According to Katey McCutcheon, press secretary for Manchin’s office, the $106 million is part of $15.9 billion that Congress appropriated in February 2018 as part of the Bipartisan Budget Agreement.

West Virginia has already received more than $149 million from HUD for disaster recovery after floods tore through the state in the summer of 2016. But the state returned to HUD’s “slow spender” list in February for “spending less than 10 percent of monthly pace required to fully use the grant by target closeout.”

As of March 1, the state still had 91 percent of its grant funding left, or more than $136 million, with $603,824 spent on average for the last three months. The state was on the slow spender list from April 2018 to November 2018, when the state was categorized as “on pace.”

West Virginia received the CDBG disaster recovery funds in December 2016 and May 2017, bringing the total HUD money to $149,875,000. The state was required to use the funding in the counties hardest hit by the 2016 floods: Kanawha, Greenbrier, Clay and Nicholas counties.

HUD granted spending approval in February 2018 through the RISE West Virginia program managed by the state Department of Commerce, but the Governor’s Office called a pause to the program. It was later revealed through a legislative audit that RISE entered into six illegal contracts with Horne LLP totaling $18 million. Commerce also entered into seven contracts with four construction companies for more than $71 million that were awarded before HUD approved use of the funds.
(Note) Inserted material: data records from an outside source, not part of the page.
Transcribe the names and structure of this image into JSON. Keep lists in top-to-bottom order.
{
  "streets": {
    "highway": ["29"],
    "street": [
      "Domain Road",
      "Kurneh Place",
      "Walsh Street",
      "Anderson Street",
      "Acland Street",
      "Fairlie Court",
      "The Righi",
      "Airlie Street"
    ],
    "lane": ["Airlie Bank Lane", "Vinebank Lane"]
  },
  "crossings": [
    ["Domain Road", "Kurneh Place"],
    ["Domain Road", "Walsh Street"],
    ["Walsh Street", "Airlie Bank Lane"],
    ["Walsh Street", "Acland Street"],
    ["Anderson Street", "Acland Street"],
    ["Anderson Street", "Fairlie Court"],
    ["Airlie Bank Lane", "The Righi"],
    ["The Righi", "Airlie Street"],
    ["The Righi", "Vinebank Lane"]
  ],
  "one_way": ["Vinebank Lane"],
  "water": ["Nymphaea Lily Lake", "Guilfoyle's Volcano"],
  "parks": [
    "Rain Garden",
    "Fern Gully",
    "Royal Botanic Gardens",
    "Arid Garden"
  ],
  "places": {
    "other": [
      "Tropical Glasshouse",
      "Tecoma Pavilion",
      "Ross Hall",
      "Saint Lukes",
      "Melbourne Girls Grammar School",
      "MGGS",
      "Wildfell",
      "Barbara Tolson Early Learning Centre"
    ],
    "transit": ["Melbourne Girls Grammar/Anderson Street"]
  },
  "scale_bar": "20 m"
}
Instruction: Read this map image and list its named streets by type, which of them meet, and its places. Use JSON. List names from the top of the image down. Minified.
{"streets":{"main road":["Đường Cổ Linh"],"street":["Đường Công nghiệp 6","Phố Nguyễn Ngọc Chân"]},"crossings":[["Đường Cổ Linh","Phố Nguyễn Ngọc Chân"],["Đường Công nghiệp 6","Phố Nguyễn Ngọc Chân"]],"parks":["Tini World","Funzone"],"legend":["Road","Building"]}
Several commerce department officials were fired or resigned in the wake of the RISE controversy, including former Commerce Secretary Woody Thrasher. The West Virginia National Guard was put in charge of the RISE program in June 2018.

As of March 29, the national guard has completed 47 cases, ranging from home and trailer rehabilitations to brand new construction. But the number of new cases continues to rise, currently sitting at 476. Of that number, 245 cases require total reconstruction, 105 cases require rehabilitation, and 114 cases require new mobile home replacement, with 12 cases that haven’t bene put in a category yet.

A request for comment from the West Virginia National Guard was not returned.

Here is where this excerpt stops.